EXERCISE AIM: Copy out all lines of the records in which the word "shadow" appears.

Data extracted from a collection
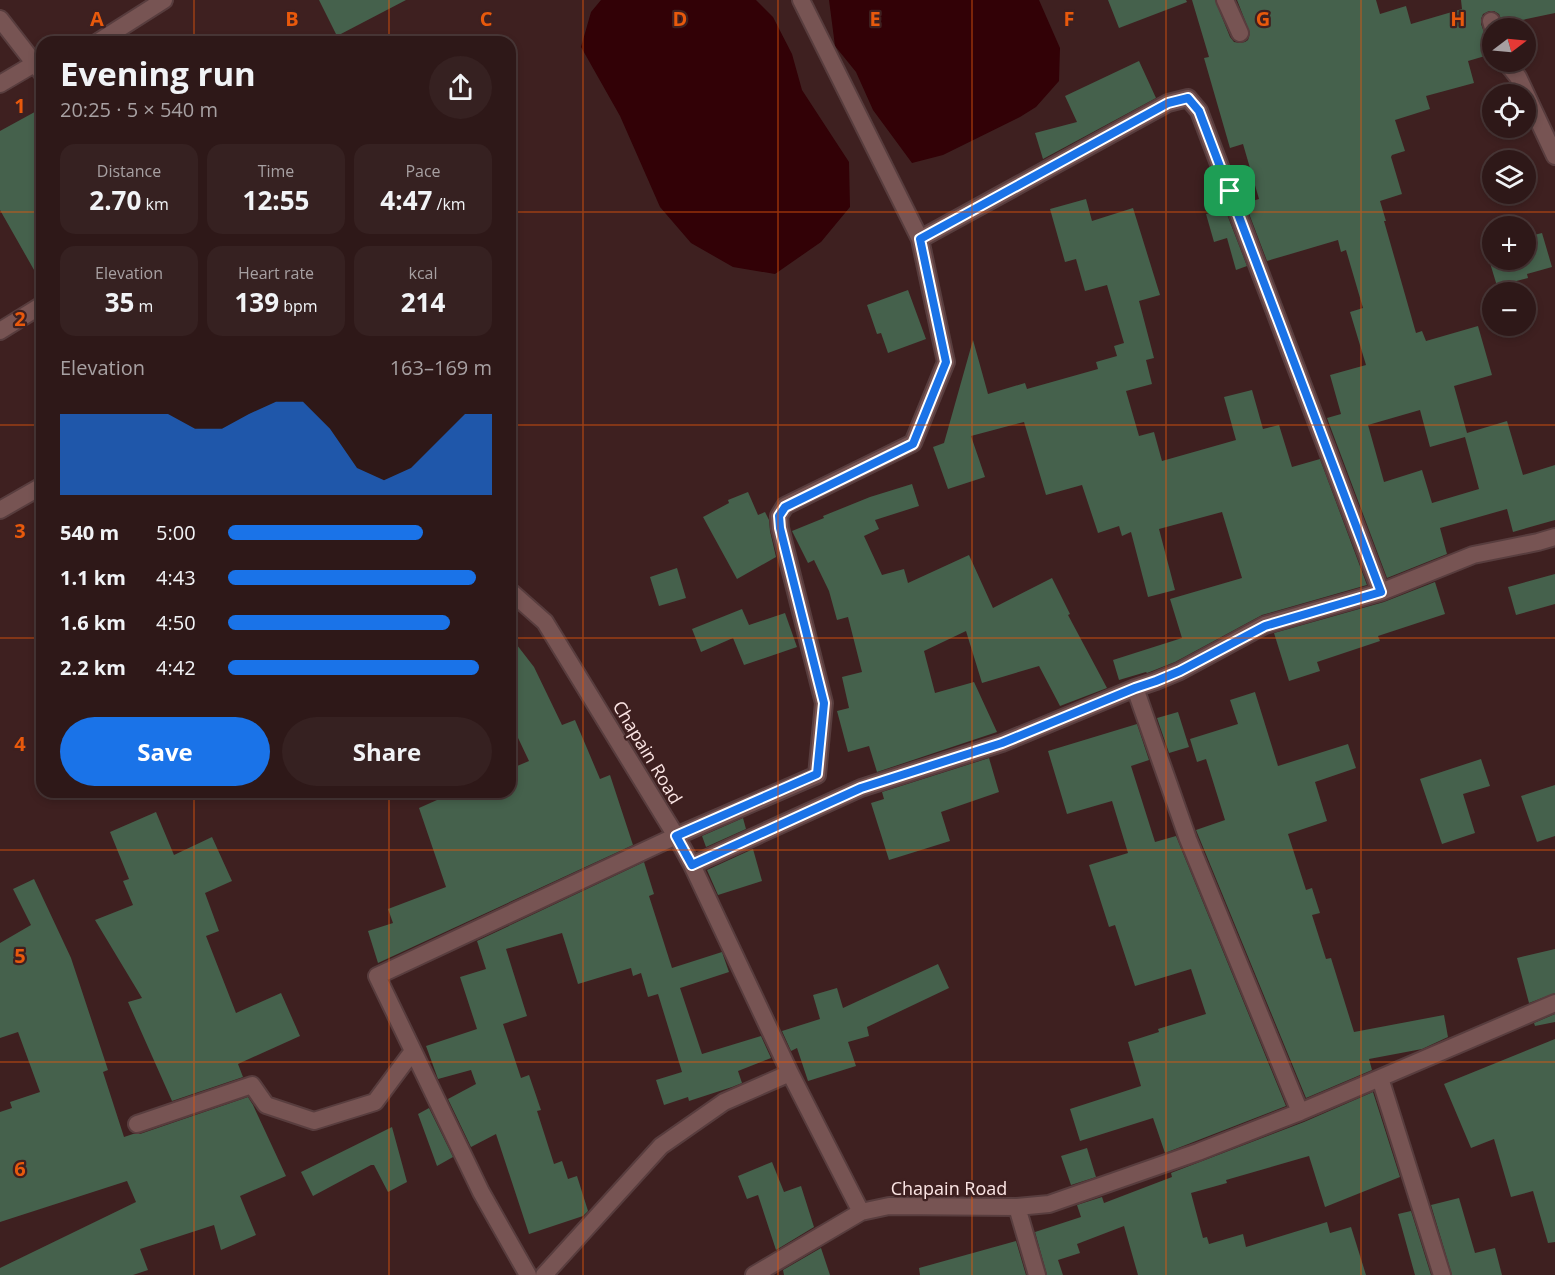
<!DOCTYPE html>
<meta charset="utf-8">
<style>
body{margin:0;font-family:"Open Sans",sans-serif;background:#362121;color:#f1f3f6;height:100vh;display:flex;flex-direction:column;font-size:22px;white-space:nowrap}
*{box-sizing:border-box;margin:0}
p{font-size:20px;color:#a7a0a2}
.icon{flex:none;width:33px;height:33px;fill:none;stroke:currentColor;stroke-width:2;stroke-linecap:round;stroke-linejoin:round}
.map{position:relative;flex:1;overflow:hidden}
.details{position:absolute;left:36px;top:36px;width:480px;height:762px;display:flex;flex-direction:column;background:#2e1818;border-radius:18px;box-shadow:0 3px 9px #0003,0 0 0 2px #493737}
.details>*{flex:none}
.needle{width:39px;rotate:74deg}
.controls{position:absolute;left:1482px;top:18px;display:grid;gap:12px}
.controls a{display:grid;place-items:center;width:54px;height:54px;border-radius:50%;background:#2e1818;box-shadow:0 3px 9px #0003,0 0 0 2px #493737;font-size:30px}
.pin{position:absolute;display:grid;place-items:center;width:51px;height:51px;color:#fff;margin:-26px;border-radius:12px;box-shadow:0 3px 9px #0006}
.round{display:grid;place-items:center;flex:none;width:63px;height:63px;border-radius:32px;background:#362121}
.headline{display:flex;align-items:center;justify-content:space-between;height:102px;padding:0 24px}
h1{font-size:33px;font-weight:700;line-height:45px}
.stats{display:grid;grid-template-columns:repeat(3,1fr);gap:9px;height:102px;padding:6px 24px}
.stats div{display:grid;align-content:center;border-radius:15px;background:#362121;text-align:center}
.stats b{font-size:26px;font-weight:700}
.stats small{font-size:16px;font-weight:400}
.stats p{font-size:16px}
.chart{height:168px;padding:12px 24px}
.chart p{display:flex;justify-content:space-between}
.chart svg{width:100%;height:108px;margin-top:6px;fill:#1a73e8;opacity:.7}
.button{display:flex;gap:12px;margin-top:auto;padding:12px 24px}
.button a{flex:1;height:69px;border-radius:36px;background:#1a73e8;color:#fff;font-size:24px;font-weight:700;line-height:69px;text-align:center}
.button a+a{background:#362121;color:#f1f3f6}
ul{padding:0 24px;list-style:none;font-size:20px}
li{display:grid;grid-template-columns:96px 72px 1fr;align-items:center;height:45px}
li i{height:15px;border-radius:8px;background:#1a73e8}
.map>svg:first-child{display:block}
</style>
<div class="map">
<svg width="1555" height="1275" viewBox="0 0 1555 1275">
<rect width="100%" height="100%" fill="#3e2020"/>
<path fill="#320106" d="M601,0h155l17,17 19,37 10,36 47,72 1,45 -29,35 -46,32 -42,-7 -42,-24 -31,-36 -40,-91 -39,-69 10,-35z
M829,0h210l21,48 -1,33 -23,26 -16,10 -77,38 -31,8 -39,-53 -17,-38 -21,-26z"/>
<path fill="#45614c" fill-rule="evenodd" d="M319,0h87l-69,36z
M1108,0h78l1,2 -68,26z
M1192,0h23l15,37 4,5 6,1 5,-1 3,-2 2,-7 -13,-33h139l4,14 26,-8 5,18 51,-15 -1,-9h94v13l-52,11 -4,-10 -5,-3h-5l-6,3 -2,5v5l4,11 7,3v16l-24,7 6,22 -48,13 4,13 -35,11 10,31 -13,4 -1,2 11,37 -22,7 6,20h-2l32,112 6,-2 4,10 52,-15 14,49 -38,11 13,47 40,-12 16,54 32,-10v55l-42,12 -6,-23 -67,19 7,26 -60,24 -60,-160 14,-4 -11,-39 36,-10 -16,-53 13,-4 -17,-58 -5,2 -3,-12 -71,21 -22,-58 14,-4 -16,-55 -13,4 -26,-90 5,-1zM1420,410l10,37 35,-10 14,52 -47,14 -10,-33 -38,12 -16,-57z
M1139,61l17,37 -113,61 -8,-26 42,-11 -12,-26z
M42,108v176l-42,-74v-79z
M1086,199l6,22 41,-13 27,87 -21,6 15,57 -8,2 6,24 -26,7 13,45 15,-4 8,29 74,-21 -12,-43 28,-7 11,39 16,-4 13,42 28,-8 47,126 -105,30 -87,47 -28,11 -1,-1 -27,8 -6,-20 69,-22 -12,-39 72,-21 -20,-66 -63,17 16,61 -27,7 -17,-65 -9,4 -3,-10 -21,7 -16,-48 -36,10 -22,-73 -53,14 14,41 -37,12 -15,-42 11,-4 29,-103 15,54 37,-11 2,6 71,-20 -2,-7 21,-6 -3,-10 10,-3 -17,-58 -22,6 -9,-32 -11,3 -15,-53z
M1225,209l22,57 -11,4 -9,-32 -13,4 -8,-28z
M1542,233l10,34 -25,7 1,4 -31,8 -7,-23 13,-3h23v-23z
M908,290l18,49 -38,14 -7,-20 -4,1 -10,-29z
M912,484l7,22 -44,14 4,9 -15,7 18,39 22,-6 4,14 61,-28 24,53 59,-30 18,36 -2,1 39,73 -47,18 -21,-40 -57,17 -16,-52 -42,20 11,42 39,-11 23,50 -120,40 -8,-26 -21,6 -11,-41 12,-3 -7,-31 20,-5 -14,-55 -11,3 -8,-29 -15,-31 -6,3 -16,-32 32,-13 -1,-2 47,-19z
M748,492l10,23 7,-3 4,8 1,11 6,26 -39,22 -34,-62 26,-14 -1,-3z
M677,568l9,30 -27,8 -9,-29z
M1555,574v30l-39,11 -8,-28z
M1435,582l10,32 -67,22 2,5 -63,21 3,9 -31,10 -15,-48 110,-31z
M742,609l7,16 36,-12 12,34 -53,18 -11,-27 -32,14 -9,-23z
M510,636l24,31 28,58 13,-5 25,59 10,-4 23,70 -255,118 -10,-32 25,-8 -5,-14 58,-22 -27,-79 36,-16h55v-23l19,-8 -19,-40z
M1255,692l23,74 70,-22 8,24 -41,14 12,39 -39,13 18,56 6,-2 8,25 -8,2 14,44 5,-1 23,74 90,-17 4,22 -26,12 -53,10 3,11 -66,28 -110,-268 29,-10 -19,-61 -9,3 -7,-23 48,-15 -8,-24z
M1178,712l11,35 -20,6 -12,-35z
M1137,724l12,36 -18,6 24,76 21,-6 110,270 -121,47 -12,-35 -73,23 -10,-32 71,-23 -13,-44 31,-10 -1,-3 48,-15 -15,-45 -56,17 -20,-61 -6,2 -20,-62 39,-12 -16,-52 -45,13 -19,-63z
M989,758l10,34 -58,20 9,29 -61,19 -18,-57 13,-4 -2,-7z
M1481,759l9,27 -27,8 12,39 -33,11 -22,-65z
M1555,785v51l-18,6 -16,-46z
M156,812l18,43 38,-18 20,44 -27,12 14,38 -13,5 30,77 45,-20 19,43 -62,28 5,13 -71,24 -44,-99 14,-4 -47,-78 38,-15 -10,-24 6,-2 -19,-47z
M743,818l3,11 -40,18 -4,-11z
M753,849l9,32 -44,14 -11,-25z
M644,862l10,32 -5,2 23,72 50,-16 7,20 -49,16 22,66 59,-18 10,22 -33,13 4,12 -10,4 -43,14 -1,-4 -24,8 -8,-25 26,-8 -24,-78 -10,3 -7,-24 -8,3 -2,-8 -53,16 -16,-51 -56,16 21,67 -24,8 18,54 8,-3 12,35 -4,1 17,53 8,-3 6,18 9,-3 11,35 -5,5 -54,18 -33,-100 -25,13 -23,-48 28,-15 -5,-14 -33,9 -12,-33 51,-17 -17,-52 26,-8 -9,-28z
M34,879l37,79 37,112 -5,2 21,65 9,-3h7l108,-37 5,8 33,71 -46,20 16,39 -35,15 -7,-25 -74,24 8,21 -15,5h-133v-7l136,-66 -9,-21 -127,41v-110l12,-4 -2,-6 30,-10 -22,-60 -18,6v-95l31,-18 -18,-36z
M1555,949v44l-26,10 -12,-45z
M938,964l11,24 -82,39 2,9 -21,6 8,24 -48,15 -11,-33 -6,3 -9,-20 38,-12 -7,-24 24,-7 6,20z
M1555,1014v8l-20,4 -1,-3z
M1555,1039v203l-7,1 -15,-52 -22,6 -17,-58 -23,9 -27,-64z
M1373,1092l27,85 -75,30 -16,-51 -83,24 1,3 -36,10 12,45 4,-1 2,7 34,-10 3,13 81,-25 3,11 21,-6 15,48h-228l-14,-49 -47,18 3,9 -22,7 5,15h-16l-12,-43 46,-15 -4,-12 25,-8 2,6 68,-26 -1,-4 133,-51z
M429,1108l24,49 -16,9 -19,-52z
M392,1127l15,55 -19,10 -14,-27h-3l-58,31 -12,-24z
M1087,1148l9,29 -25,8 -10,-29z
M772,1162l12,30 17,-6 13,41 -38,23 -18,-55 -11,4 -9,-23z
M1459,1198l16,55 20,-5 7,27h-50l-21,-70z
M1411,1211l20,64h-16l-17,-61z
M1016,1241l10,34h-106l-1,-7z
M821,1248l9,27h-46l-1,-5z"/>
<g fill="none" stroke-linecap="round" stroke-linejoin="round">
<g stroke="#583d3e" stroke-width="20">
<path id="minor" d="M801,0l119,239 248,-136 20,-5 11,13 182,481
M1225,0l15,33
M0,19l42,54
M1491,21l2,7
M98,42l66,-42
M1506,62l12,15 37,79
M0,84l34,-20
M0,331l42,-26
M0,510l42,-24
M510,591l35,31 131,214 16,29 98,208 71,139 28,-6 128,1 32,-3 149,-52 102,-40 80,-34 62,197
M1135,688l53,151 112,273
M692,865l169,-77 141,-45 133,-55 21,-7 24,-10 85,-46 116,-33 92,-37 65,-13 17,-5
M1380,1078l175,-75
M137,1124l115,-39 14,20 48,16 61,-19 38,-51
M1017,1207l20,68
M528,1275l-47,-83 -104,-216 299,-140 141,-61 7,-72 -44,-175 -1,-12 6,-10 128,-63 33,-81 -26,-123
M544,1275l117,-129 63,-44 66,-29
M754,1275l107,-63"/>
</g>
<use href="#minor" stroke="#775453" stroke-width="16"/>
</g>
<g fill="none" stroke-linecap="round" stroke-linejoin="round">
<g stroke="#fff" stroke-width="12">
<path id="route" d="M1188,98l11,13 182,481 -116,34 -85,45 -24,10 -21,7 -133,55 -141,45 -169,77 -16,-29 141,-62 7,-71 -44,-175 -1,-12 6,-9 128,-63 33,-82 -26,-123 248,-136z"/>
</g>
<use href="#route" stroke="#1a73e8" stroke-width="8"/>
</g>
<path fill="none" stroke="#e8590c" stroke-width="1.5" stroke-opacity="0.55" d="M194,0v42M389,0v42M583,0v1275M778,0v1275M972,0v1275M1166,0v1275M1361,0v1275M0,212h42M510,212h1045M0,425h42M510,425h1045M0,638h42M510,638h1045M194,792v483M389,792v483M0,850h1555M0,1062h1555"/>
<g text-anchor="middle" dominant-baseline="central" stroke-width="4.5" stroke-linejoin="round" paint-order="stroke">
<g font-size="18" fill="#fbe5e4" stroke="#3e2020">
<text transform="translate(648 752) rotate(59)">Chapain Road</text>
<text x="949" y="1188">Chapain Road</text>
</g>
</g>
<g font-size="20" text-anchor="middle" font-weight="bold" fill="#e8590c" stroke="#3e2020" stroke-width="4.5" stroke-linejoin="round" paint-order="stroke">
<text x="97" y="26">A</text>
<text x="292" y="26">B</text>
<text x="486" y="26">C</text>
<text x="680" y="26">D</text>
<text x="875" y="26">E</text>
<text x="1069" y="26">F</text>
<text x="1263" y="26">G</text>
<text x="1458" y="26">H</text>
<text x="20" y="113">1</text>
<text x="20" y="326">2</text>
<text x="20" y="538">3</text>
<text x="20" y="751">4</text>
<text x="20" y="963">5</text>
<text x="20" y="1176">6</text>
</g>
</svg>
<div class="controls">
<a><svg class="needle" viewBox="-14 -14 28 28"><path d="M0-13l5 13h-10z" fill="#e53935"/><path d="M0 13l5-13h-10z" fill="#a7a0a2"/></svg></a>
<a><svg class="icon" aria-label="locate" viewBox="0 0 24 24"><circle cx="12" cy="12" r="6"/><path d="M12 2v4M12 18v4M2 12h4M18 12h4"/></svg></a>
<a><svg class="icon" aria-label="layers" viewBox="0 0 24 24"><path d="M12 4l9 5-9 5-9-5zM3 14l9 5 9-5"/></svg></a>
<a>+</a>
<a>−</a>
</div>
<div class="pin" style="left:1230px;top:191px;background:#1e9e55"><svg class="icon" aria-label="arrive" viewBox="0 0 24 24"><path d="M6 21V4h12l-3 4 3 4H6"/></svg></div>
<section class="details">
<div class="headline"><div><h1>Evening run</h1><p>20:25 · 5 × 540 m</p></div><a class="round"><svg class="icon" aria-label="share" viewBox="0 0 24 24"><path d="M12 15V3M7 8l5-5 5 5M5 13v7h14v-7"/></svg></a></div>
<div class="stats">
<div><p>Distance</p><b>2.70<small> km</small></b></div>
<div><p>Time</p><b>12:55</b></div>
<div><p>Pace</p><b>4:47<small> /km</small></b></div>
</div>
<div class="stats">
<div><p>Elevation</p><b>35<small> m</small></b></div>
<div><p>Heart rate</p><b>139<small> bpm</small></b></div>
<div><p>kcal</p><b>214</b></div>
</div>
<div class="chart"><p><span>Elevation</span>163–169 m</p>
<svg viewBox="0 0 160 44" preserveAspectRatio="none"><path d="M0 44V11L10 11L20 11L30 11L40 11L50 17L60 17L70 11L80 6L90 6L100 17L110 33L120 38L130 33L140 22L150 11L160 11V44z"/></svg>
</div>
<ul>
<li><b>540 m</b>5:00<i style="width:74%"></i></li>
<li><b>1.1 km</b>4:43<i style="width:94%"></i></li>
<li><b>1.6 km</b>4:50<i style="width:84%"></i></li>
<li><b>2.2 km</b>4:42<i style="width:95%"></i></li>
</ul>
<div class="button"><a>Save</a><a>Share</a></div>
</section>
</div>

REPLY TO THE TASK:
.details{position:absolute;left:36px;top:36px;width:480px;height:762px;display:flex;flex-direction:column;background:#2e1818;border-radius:18px;box-shadow:0 3px 9px #0003,0 0 0 2px #493737}
.controls a{display:grid;place-items:center;width:54px;height:54px;border-radius:50%;background:#2e1818;box-shadow:0 3px 9px #0003,0 0 0 2px #493737;font-size:30px}
.pin{position:absolute;display:grid;place-items:center;width:51px;height:51px;color:#fff;margin:-26px;border-radius:12px;box-shadow:0 3px 9px #0006}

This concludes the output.